Count the lines below that contain the word "color", and reply with only that number.

● ● ● ● ●

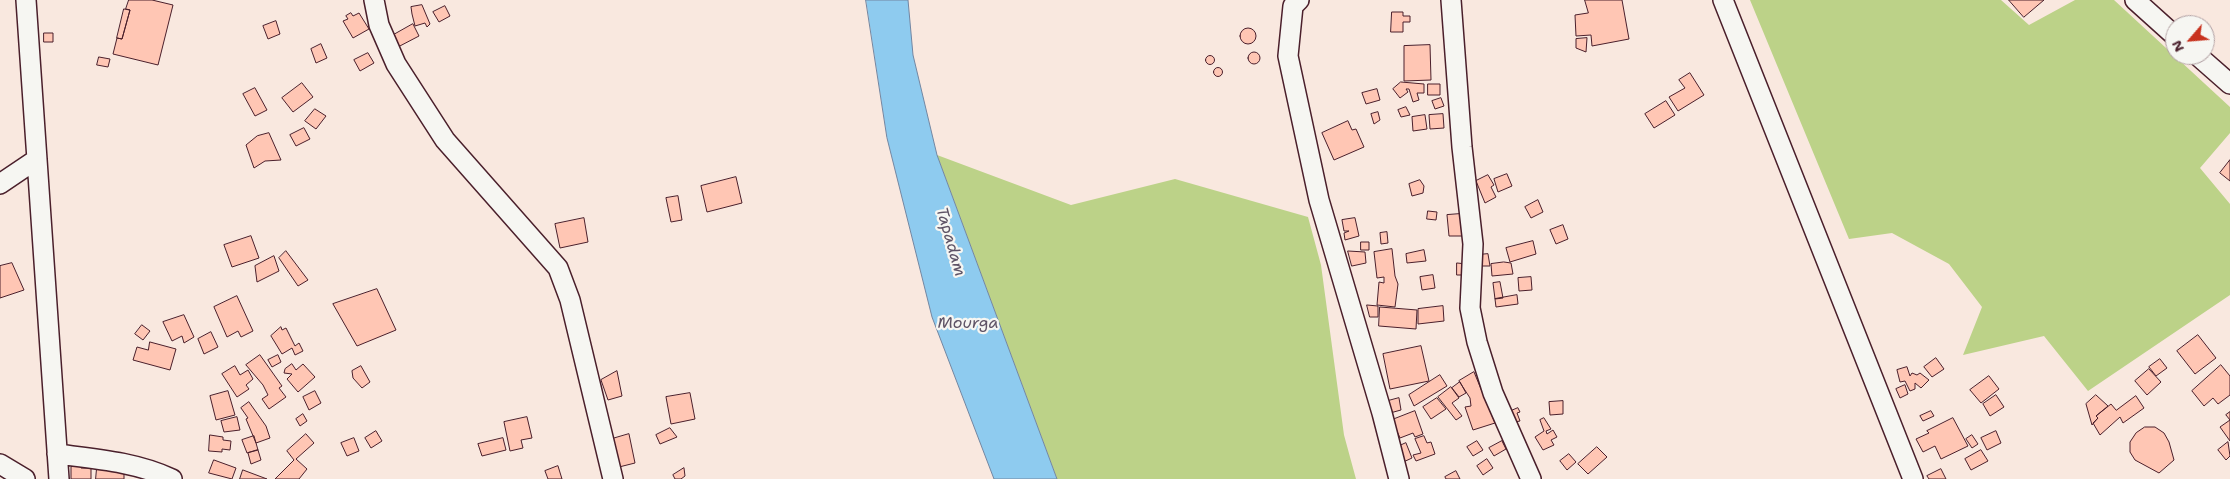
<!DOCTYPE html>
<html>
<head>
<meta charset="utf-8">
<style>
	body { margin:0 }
	#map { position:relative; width:2230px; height:479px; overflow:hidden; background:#f9e8df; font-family:"Shantell Sans",sans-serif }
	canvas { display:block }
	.north { position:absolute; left:2165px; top:15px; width:50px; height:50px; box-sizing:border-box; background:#f6f6f2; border:1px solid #b1a0a2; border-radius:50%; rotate:243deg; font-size:14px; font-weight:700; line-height:20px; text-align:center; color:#4a1f2b }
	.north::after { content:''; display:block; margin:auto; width:18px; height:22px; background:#c8321e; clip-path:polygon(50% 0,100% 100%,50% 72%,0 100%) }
</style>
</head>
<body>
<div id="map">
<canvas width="2230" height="479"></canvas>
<div class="north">N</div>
</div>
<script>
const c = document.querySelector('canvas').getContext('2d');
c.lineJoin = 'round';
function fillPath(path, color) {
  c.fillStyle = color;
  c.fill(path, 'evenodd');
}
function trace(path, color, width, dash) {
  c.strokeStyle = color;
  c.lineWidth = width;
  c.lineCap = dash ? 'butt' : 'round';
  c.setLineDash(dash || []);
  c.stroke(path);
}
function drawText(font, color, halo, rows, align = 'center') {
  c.font = font + ' "Shantell Sans",sans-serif';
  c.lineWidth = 4.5;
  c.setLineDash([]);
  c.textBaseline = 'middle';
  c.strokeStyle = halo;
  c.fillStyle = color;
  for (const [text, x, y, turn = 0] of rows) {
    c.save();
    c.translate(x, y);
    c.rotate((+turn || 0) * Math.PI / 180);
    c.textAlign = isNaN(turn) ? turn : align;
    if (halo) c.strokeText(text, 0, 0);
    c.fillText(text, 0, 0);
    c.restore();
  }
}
fillPath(new Path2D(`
	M 1750,0 L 2001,0 L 2029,25 L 2075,0 L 2114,0 L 2230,107 L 2230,133 L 2200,168 L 2230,204 L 2230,295 L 2088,391 L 2044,336 L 1963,355 L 1982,307 L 1949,264 L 1892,233 L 1849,239 Z
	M 937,155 L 1071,205 L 1175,179 L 1308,217 L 1321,265 L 1344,435 L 1356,479 L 1057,479 Z`), '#bcd288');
const water = new Path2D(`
	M 866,0 L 908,0 L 913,55 L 937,155 L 1057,479 L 994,479 L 932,317 L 887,138 Z`);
fillPath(water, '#8ecbef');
trace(water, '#7386a1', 1);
const building = new Path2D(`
	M 129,0 L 152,0 L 173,5 L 158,65 L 113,54 L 117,38 L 122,39 L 130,10 L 126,9 Z
	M 1585,0 L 1622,0 L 1629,39 L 1592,46 L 1591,35 L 1576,36 L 1575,15 L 1588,13 Z
	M 2009,0 L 2044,0 L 2024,17 Z
	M 422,5 L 430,24 L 427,27 L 425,23 L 415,26 L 412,14 L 411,7 Z
	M 445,6 L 450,16 L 439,22 L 433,12 Z
	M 124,9 L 130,10 L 122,39 L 117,38 Z
	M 1392,12 L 1403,12 L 1403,16 L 1410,16 L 1410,22 L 1403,22 L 1403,32 L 1391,32 Z
	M 351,13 L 353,16 L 359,13 L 369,29 L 353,38 L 343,21 L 348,19 L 346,16 Z
	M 276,21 L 280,34 L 268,39 L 263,26 Z
	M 413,24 L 419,36 L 396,48 L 390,37 Z
	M1240 36a8 8 0 1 1 16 0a8 8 0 1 1-16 0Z
	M 44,33 L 53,33 L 53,42 L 44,42 Z
	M 1587,38 L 1586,52 L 1576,48 L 1576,39 Z
	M 321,44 L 327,58 L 316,63 L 311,49 Z
	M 1430,45 L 1431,80 L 1404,81 L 1404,46 Z
	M1248 58a6 6 0 1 1 12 0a6 6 0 1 1-12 0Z
	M 368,53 L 374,63 L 360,71 L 354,60 Z
	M1205.5 60a4.5 4.5 0 1 1 9 0a4.5 4.5 0 1 1-9 0Z
	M 99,57 L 110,59 L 108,67 L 97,65 Z
	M1213.5 72a4.5 4.5 0 1 1 9 0a4.5 4.5 0 1 1-9 0Z
	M 1690,73 L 1704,95 L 1678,111 L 1669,97 L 1685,88 L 1679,80 Z
	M 1401,82 L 1424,84 L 1424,93 L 1417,93 L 1419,100 L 1413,102 L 1409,89 L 1406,89 L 1408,92 L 1400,98 L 1393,89 Z
	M 302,83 L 313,97 L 293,112 L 282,98 Z
	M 1428,84 L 1440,84 L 1440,95 L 1428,95 Z
	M 255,88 L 267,110 L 255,116 L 243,94 Z
	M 1377,89 L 1380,100 L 1366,104 L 1362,93 Z
	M 1441,98 L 1444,106 L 1435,109 L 1432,101 Z
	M 1666,101 L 1675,115 L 1654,128 L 1645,114 Z
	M 1406,107 L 1410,115 L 1401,117 L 1398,110 Z
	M 315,109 L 326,116 L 316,129 L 305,121 Z
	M 1378,112 L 1380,120 L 1374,124 L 1371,114 Z
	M 1443,114 L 1444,128 L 1430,129 L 1429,115 Z
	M 1425,115 L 1427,129 L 1413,131 L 1412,117 Z
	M 1348,121 L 1352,130 L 1356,129 L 1364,147 L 1334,160 L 1322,133 Z
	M 304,128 L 310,139 L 296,146 L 290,135 Z
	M 269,133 L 281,160 L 265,161 L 254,168 L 246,145 L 257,136 Z
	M 2230,160 L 2230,181 L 2220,173 Z
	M 1507,174 L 1512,186 L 1498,192 L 1494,179 Z
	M 1488,175 L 1494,185 L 1491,187 L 1496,197 L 1485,203 L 1476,181 Z
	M 736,177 L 742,203 L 707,212 L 701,186 Z
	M 1420,180 L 1424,186 L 1423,193 L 1412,196 L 1409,184 Z
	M 678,196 L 682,220 L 671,222 L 666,198 Z
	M 1538,200 L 1543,212 L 1531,218 L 1525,207 Z
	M 1428,211 L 1437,212 L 1436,220 L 1427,219 Z
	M 1460,214 L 1462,236 L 1449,236 L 1447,215 Z
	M 584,218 L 588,242 L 560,248 L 555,224 Z
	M 1355,218 L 1359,236 L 1345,240 L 1344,233 L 1349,231 L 1344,231 L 1342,220 Z
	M 1563,225 L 1568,239 L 1556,244 L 1550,230 Z
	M 1387,232 L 1388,243 L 1381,244 L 1380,233 Z
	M 251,236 L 259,258 L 232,267 L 224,245 Z
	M 1533,241 L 1536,254 L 1510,262 L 1506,248 Z
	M 1361,242 L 1369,242 L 1369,250 L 1361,250 Z
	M 1392,249 L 1395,276 L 1398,284 L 1395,307 L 1377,305 L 1379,282 L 1384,283 L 1384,277 L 1377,278 L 1374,252 Z
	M 1424,250 L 1426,261 L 1407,263 L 1406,254 Z
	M 286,251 L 308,280 L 298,286 L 279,258 Z
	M 1348,251 L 1365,252 L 1366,263 L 1352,266 Z
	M 1488,254 L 1490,266 L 1478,266 L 1478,255 Z
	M 274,256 L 279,271 L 257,282 L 255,266 Z
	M 1504,262 L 1511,263 L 1513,274 L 1492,276 L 1491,264 Z
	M 12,263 L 24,290 L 0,298 L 0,266 Z
	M 1457,263 L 1467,264 L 1467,275 L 1457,275 Z
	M 1433,275 L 1435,288 L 1422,290 L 1420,277 Z
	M 1531,277 L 1532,290 L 1519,291 L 1518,278 Z
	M 1500,282 L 1503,298 L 1495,299 L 1493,283 Z
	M 377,289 L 396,330 L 357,346 L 333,304 Z
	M 1517,295 L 1518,304 L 1496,307 L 1495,299 Z
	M 237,296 L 253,331 L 241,337 L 238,331 L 227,337 L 214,307 Z
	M 1367,305 L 1378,306 L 1378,317 L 1370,317 Z
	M 1443,306 L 1444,321 L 1418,324 L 1418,309 Z
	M 1380,307 L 1417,310 L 1416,329 L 1379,326 Z
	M 184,315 L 194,337 L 184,343 L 182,336 L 172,341 L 163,322 Z
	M 142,325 L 150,331 L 143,340 L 135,334 Z
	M 281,327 L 282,330 L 286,328 L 295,346 L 299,343 L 303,351 L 295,355 L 292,348 L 282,354 L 271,336 Z
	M 211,332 L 218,347 L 204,354 L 198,339 Z
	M 2198,335 L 2216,358 L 2195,374 L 2177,351 Z
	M 150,342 L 176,349 L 170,370 L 133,360 L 137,347 L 148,350 Z
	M 1421,346 L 1429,381 L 1390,389 L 1383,354 Z
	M 260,355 L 282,386 L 279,388 L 286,397 L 269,409 L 262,399 L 268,395 L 263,385 L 246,365 Z
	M 278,355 L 281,362 L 272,367 L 268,360 Z
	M 1936,358 L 1944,369 L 1932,377 L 1924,367 Z
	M 2160,359 L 2167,368 L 2156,376 L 2149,367 Z
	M 292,364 L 296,370 L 303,364 L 315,377 L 298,392 L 287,379 L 292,374 L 284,373 L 285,369 Z
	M 2221,365 L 2230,376 L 2230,395 L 2218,404 L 2213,398 L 2204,406 L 2192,391 Z
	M 235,366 L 240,375 L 248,370 L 253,379 L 246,385 L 249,389 L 237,397 L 222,374 Z
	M 361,366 L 370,382 L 362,388 L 353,378 L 352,371 Z
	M 1907,367 L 1910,376 L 1912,373 L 1917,375 L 1920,373 L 1929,380 L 1921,388 L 1915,383 L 1915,389 L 1910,391 L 1905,381 L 1900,382 L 1897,370 Z
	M 2149,369 L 2161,382 L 2147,395 L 2135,381 Z
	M 617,371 L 622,396 L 608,400 L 601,380 Z
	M 1474,372 L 1495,423 L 1473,430 L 1465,407 L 1471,406 L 1470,398 L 1459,381 Z
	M 1440,375 L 1447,386 L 1414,406 L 1409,395 Z
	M 1989,376 L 1999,389 L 1981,403 L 1970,390 Z
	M 1460,382 L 1466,393 L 1459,397 L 1452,388 Z
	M 1905,385 L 1908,394 L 1900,398 L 1896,389 Z
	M 1451,387 L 1459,398 L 1452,403 L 1462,416 L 1456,420 L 1438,397 Z
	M 228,391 L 235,415 L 216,420 L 210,396 Z
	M 315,391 L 321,403 L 309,410 L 303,397 Z
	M 690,393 L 695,419 L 671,424 L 666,397 Z
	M 1996,395 L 2004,407 L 1990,416 L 1983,404 Z
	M 2096,395 L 2108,406 L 2096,416 L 2098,418 L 2092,425 L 2086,404 Z
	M 2136,396 L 2144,408 L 2123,423 L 2120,417 L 2100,435 L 2093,423 L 2098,418 L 2096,416 L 2111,404 L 2116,410 Z
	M 1399,398 L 1401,410 L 1390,413 L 1388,401 Z
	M 1437,398 L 1446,409 L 1431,419 L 1423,407 Z
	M 1563,401 L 1563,414 L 1550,415 L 1549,402 Z
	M 249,402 L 266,426 L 270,438 L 256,443 L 246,419 L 248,418 L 241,408 Z
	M 1518,408 L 1520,412 L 1517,413 L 1520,421 L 1515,422 L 1511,411 Z
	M 1415,411 L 1423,434 L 1415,437 L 1413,433 L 1400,438 L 1392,420 Z
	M 1931,411 L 1934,416 L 1923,421 L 1920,416 Z
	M 2230,412 L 2230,441 L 2220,427 L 2230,420 L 2226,415 Z
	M 303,414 L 307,421 L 300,426 L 296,419 Z
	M 237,417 L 240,430 L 224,432 L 221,421 Z
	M 527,417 L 532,438 L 521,440 L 523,448 L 510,451 L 504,422 Z
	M 1544,418 L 1551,429 L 1546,431 L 1547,434 L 1553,430 L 1557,437 L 1551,440 L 1554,445 L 1543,450 L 1535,437 L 1544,431 L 1540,420 Z
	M 1953,418 L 1968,446 L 1941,459 L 1935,446 L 1923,452 L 1916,439 L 1929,433 L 1927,431 Z
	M 2145,427 L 2155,427 L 2164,433 L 2169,442 L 2174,460 L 2159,473 L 2135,460 L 2130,452 L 2130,442 L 2136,433 Z
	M 670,428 L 677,437 L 660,444 L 656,435 Z
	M 376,431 L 382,441 L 371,448 L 365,438 Z
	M 1996,431 L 2001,443 L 1987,450 L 1981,438 Z
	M 306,434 L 314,443 L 296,459 L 307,469 L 299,479 L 275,479 L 294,460 L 287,451 Z
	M 629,434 L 635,463 L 619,467 L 612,439 Z
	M 210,435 L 223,437 L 223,440 L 231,441 L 230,450 L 222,449 L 222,452 L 209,451 Z
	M 1972,435 L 1978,444 L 1972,448 L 1966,439 Z
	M 254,436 L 258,450 L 247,453 L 242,440 Z
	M 1424,436 L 1427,443 L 1431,442 L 1435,454 L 1416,461 L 1413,455 L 1421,453 L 1415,439 Z
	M 354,438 L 359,451 L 347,456 L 341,443 Z
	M 503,438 L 506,450 L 482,456 L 478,444 Z
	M 1477,441 L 1483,450 L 1473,456 L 1467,447 Z
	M 1502,441 L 1506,449 L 1494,456 L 1489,448 Z
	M 2228,442 L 2230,456 L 2226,460 L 2218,450 Z
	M 1406,443 L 1412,458 L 1399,464 L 1393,449 Z
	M 1597,447 L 1607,457 L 1588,474 L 1578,464 Z
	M 258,450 L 261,460 L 251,464 L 248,453 Z
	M 1981,450 L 1988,461 L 1971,470 L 1965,459 Z
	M 1569,454 L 1576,462 L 1567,470 L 1560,461 Z
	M 1487,459 L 1493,468 L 1483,475 L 1477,466 Z
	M 214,460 L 236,468 L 232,479 L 209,473 Z
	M 82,466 L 81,468 L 91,468 L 91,479 L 71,479 L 71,467 Z
	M 558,466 L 562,479 L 548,479 L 545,471 Z
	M 97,468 L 124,470 L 124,479 L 96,479 Z
	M 684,468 L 685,476 L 681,479 L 675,479 L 673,475 Z
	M 1941,469 L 1946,479 L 1929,479 L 1927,476 Z
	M 243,470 L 267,479 L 240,479 Z
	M 1456,471 L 1460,479 L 1446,479 L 1445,477 Z`);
fillPath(building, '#ffc6b4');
trace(building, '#4a1f2b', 1);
const street = new Path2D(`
	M 26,0 L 59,479
	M 374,0 L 379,25 L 396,64 L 445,140 L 558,268 L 570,300 L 613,479
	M 1299,0 L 1293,6 L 1288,56 L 1319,200 L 1382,413 L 1399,479
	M 1451,0 L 1462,147 L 1473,244 L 1470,308 L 1477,342 L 1493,393 L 1531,479
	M 1723,0 L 1913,479
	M 2135,0 L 2175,36
	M 2197,55 L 2230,84
	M 0,184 L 37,159
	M 57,454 C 96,459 136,462 172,479
	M 0,464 L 25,479`);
trace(street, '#4a1f2b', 22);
trace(street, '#f6f6f2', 19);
drawText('italic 16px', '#5e5366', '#f6f6f2', [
	["Tapadam",950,242,74],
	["Mourga",968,324]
]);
</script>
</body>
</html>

● ● ● ● ●

> Result
7